How much better would online gaming be if the players stopping acting like the unruly fans and more like the professional players?
Well, games aren't a sport, that's part of the answer.
Two, you never look your opponent in the eye, you look at a computer monitor of a digital representation of the others avatar.
So there's no way to solve this I'm afraid, not to the level recognized sports are.
Games are meant to be entertaining and
accessible , thus they can't be too taxing on the reflexes or the brain.
Let me elaborate.
A video game player that is really good, say, at micro-ing, is still a talentless sack of potatoes in real-life. He's as good as the machine and program allows him to be.
You can be the best headshotter on the planet, you are king of a universe that dies when the machine is turned off. Really, excellence in games means little as long as games allow idiotic stuff like "360 , no scope".
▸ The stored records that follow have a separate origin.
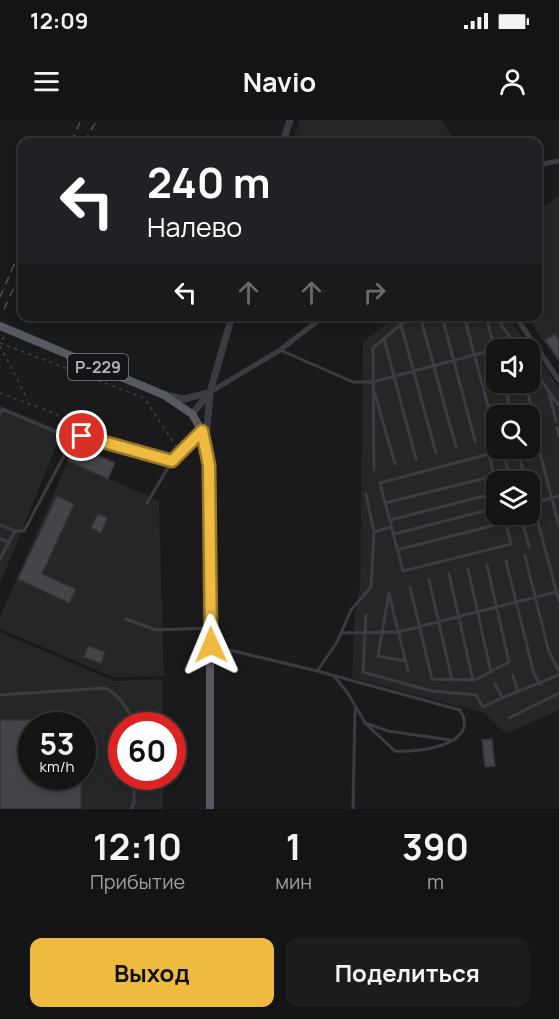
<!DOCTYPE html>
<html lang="ru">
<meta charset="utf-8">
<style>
body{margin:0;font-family:Manrope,sans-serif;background:#1d1d1e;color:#f1f3f6;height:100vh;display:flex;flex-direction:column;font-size:22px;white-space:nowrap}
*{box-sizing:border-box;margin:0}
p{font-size:20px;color:#9d9ea0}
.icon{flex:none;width:33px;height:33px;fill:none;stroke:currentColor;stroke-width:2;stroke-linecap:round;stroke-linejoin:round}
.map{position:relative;height:689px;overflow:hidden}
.sheet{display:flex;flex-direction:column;background:#141415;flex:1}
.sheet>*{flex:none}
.guide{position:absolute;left:18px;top:18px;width:524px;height:183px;border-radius:12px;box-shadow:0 3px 9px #0003,0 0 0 2px #333334;background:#202124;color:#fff;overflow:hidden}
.buttons{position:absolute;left:486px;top:219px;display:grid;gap:12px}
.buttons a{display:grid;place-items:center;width:54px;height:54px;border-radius:12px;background:#141415;box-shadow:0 3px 9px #0003,0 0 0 2px #333334;font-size:30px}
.speed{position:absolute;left:18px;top:592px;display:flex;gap:12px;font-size:30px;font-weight:700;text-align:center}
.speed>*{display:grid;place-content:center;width:78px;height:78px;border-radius:50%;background:#141415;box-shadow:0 3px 9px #0003,0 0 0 2px #333334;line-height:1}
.speed small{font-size:15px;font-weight:400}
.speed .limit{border:9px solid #d22;background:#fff;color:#111}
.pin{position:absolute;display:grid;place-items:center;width:51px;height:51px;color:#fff;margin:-26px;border:3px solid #fff;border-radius:50%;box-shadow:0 2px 6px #0007}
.me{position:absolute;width:66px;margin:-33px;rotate:359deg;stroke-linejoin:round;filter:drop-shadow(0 0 4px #0008)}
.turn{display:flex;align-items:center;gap:21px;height:126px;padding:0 30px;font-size:27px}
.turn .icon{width:78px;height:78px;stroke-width:2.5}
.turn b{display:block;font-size:42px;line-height:51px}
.lanes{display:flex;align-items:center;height:57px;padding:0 30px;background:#0003;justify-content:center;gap:30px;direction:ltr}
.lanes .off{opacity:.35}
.eta{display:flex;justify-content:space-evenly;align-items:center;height:102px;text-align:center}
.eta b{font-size:36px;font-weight:700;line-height:42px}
.primary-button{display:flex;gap:12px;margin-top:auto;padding:12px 30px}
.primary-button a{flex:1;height:69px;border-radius:12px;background:#eeba40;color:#111;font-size:24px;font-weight:700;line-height:69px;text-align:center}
.primary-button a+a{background:#1d1d1e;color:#f1f3f6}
.status{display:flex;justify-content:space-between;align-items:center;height:42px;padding:0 30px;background:#141415;direction:ltr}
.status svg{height:16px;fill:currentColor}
header{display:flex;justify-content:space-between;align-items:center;height:78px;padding:0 30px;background:#141415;font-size:27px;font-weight:700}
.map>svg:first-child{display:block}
</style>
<div class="status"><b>12:09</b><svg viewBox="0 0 49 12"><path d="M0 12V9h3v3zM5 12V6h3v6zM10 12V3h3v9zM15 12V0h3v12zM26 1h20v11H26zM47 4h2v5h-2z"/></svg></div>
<header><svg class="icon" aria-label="menu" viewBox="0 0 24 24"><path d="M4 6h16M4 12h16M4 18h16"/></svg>Navio<svg class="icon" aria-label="person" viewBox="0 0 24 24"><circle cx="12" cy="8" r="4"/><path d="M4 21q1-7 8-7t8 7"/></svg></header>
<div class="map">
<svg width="559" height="689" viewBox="0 0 559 689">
<rect width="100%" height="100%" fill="#1a1a1c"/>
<!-- built -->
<path fill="#262629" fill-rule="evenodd" d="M300 0H441L457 22H293Z
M559 76V243L527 197 537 196V91Z
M395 197H508L559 267V590L506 614 484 593 352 558 355 494 360 466 363 222ZM496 230H530V262H496ZM496 296H530V328H496ZM496 362H530V394H496Z
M0 285 62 311 0 464Z
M68 341 159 381 164 556 113 557 0 509V497Z
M0 512 114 561 162 559V606H122V657H163V689H0ZM32 606H82V657H32Z"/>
<!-- building -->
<path fill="#444549" stroke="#343438" stroke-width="1.5" d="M555 214 559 220V240L545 220Z
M75 325 115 343 108 359 68 341Z
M57 376 74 384 42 454 76 469 69 483 18 459Z
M98 394 107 398 101 413 91 408Z
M88 526 105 532 101 543 84 537Z
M0 600H81V606H32V657H81V689H0Z
M492 619 495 646 485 647 482 620Z"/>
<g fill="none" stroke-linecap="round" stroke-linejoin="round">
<!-- path -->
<path stroke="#414348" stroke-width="1.5" stroke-dasharray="3 4.5" stroke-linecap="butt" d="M4 217 0 223 144 278 178 329
M0 226 28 280
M0 273C20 282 69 293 80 313"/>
<!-- service -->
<path stroke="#3b3c41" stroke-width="3" d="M420 196 456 327
M442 196 475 321
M464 196 496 316
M486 196 496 235
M495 196 519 230
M401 205 436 333
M384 219 416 339
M280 230 353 262H373L515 224
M530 244 559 286
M504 262 512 296
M525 262 536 305
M374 271 395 344
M549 273 556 301
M0 294 2 289 73 319 82 316 172 341 147 383
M557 308 559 317
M535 314 559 406
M502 328 511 362
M517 328 526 362
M172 341 200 312
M374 350 373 228 411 196
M496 366 489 334 380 363 403 451 511 424 504 394
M530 373 559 481
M385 383 494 356
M530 384 559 376
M520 394 529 427
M390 400 496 373
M0 405 15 411 9 422 0 419
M15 411H24L73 319
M374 412 391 407
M394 414 496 388
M397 430 506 402
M525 436 549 532 559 551
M0 439 9 422
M506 441 534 554 540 564
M468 449 491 552
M449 454 473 560
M429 460 452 560
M410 467 432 559 475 560 509 542 487 445
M389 473 378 536 405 541
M389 474 408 551
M366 495 363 552 431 571 476 575 483 587C509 573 533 567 559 554
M126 499 156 510 209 508
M342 513 398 512 556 472
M213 526 317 551 460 590C482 625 417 633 395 631L366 604 347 572 334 556
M318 550 337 522 351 490 371 467 374 412 366 374
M513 555 517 569
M495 564 502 577
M0 575 105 568C118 574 132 592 133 606
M509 598 559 573
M368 604 388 611 450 620
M131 689 134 683V657
M353 689 355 589"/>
<!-- minor -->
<path stroke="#3b3c41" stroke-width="5" d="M537 45 559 41
M515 196 559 260
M210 272 280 230 324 196"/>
<!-- tertiary -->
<path stroke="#3b3c41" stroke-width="7" d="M283 22 290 0
M166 275 184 279 208 273
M192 294 210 272 232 196
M206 320 210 274"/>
<!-- primary -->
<path stroke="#575960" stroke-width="8" d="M0 206 164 275 192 294 202 311 206 325 210 390V689"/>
<!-- rail -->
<path stroke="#4e5056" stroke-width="1.5" stroke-dasharray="8 6" stroke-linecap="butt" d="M71 22 81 0
M84 22 97 0
M0 177 22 126
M4 189 22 150"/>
</g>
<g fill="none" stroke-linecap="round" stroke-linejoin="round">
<defs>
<path id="route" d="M82 316 172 341 202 311 209 345 211 525"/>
</defs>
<!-- route casing -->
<use href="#route" stroke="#9b792a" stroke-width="15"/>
<!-- route -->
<use href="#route" stroke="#eeba40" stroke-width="10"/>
</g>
<g text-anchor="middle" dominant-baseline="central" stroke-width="6" stroke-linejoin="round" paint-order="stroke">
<!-- shield labels -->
<rect fill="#151517" stroke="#7f828a" stroke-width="1.5" x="68" y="234" width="60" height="26" rx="4.5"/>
<g font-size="16" font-weight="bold" fill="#adb1bb">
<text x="98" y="247">Р-229</text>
</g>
</g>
</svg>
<div class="buttons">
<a><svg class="icon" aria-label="sound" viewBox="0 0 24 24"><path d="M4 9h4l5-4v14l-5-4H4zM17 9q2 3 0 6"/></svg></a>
<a><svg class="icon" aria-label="search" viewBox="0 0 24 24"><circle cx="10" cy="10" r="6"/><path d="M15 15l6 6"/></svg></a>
<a><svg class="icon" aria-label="layers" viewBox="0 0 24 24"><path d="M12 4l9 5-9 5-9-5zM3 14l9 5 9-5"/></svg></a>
</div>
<div class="speed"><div>53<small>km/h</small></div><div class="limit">60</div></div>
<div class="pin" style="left:82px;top:316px;background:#d93025"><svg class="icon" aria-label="arrive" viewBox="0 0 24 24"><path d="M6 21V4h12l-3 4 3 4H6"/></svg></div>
<svg class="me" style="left:211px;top:525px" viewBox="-20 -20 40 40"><path d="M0-17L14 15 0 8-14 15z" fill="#eeba40" stroke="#fff" stroke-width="4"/></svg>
<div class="guide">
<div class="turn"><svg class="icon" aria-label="left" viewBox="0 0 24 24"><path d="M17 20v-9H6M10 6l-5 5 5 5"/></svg><div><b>240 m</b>Налево</div></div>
<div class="lanes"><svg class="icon" aria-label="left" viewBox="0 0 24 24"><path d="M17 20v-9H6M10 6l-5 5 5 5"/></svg><svg class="icon off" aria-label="ahead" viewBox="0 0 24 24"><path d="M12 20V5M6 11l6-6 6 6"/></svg><svg class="icon off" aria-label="ahead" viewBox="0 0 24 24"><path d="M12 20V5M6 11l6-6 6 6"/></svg><svg class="icon off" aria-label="right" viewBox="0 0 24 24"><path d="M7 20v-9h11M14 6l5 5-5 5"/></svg></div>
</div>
</div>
<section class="sheet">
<div class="eta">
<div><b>12:10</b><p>Прибытие</p></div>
<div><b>1</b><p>мин</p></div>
<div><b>390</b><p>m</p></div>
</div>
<div class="primary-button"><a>Выход</a><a>Поделиться</a></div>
</section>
Difficulty through realism and games don't get along, not today anyway.
Moreover, it's never eye-to-eye. It's all through a screen, at best you can hear the other through a headset, that's it. And all the social implications that would come with looking the other in the eye when you talk about his mother are gone. Because rest, assured, the kind of language that passes for "acceptable" over the "tubes", in real life, you would get your face smashed into a wall, 11 year old or not.
It's unfortunate, but there's no way out, not when "competitive" gaming means bunny-hopping around the map like an idiot. I'd like to see half of those loud and proud FPS-Dougs do their in-game routines in real-life with a US Army veteran watching.
Games means escapism, multiplayer games mean,unfortunately, escapism from social norms. And the fact that the mechanics of a mainstream WW2 game are laughable doesn't help. Very little, to no games are "mature" enough in the sense of mechanics, of consequences.
That's the bottom line : games are in their adolescence, and it shows.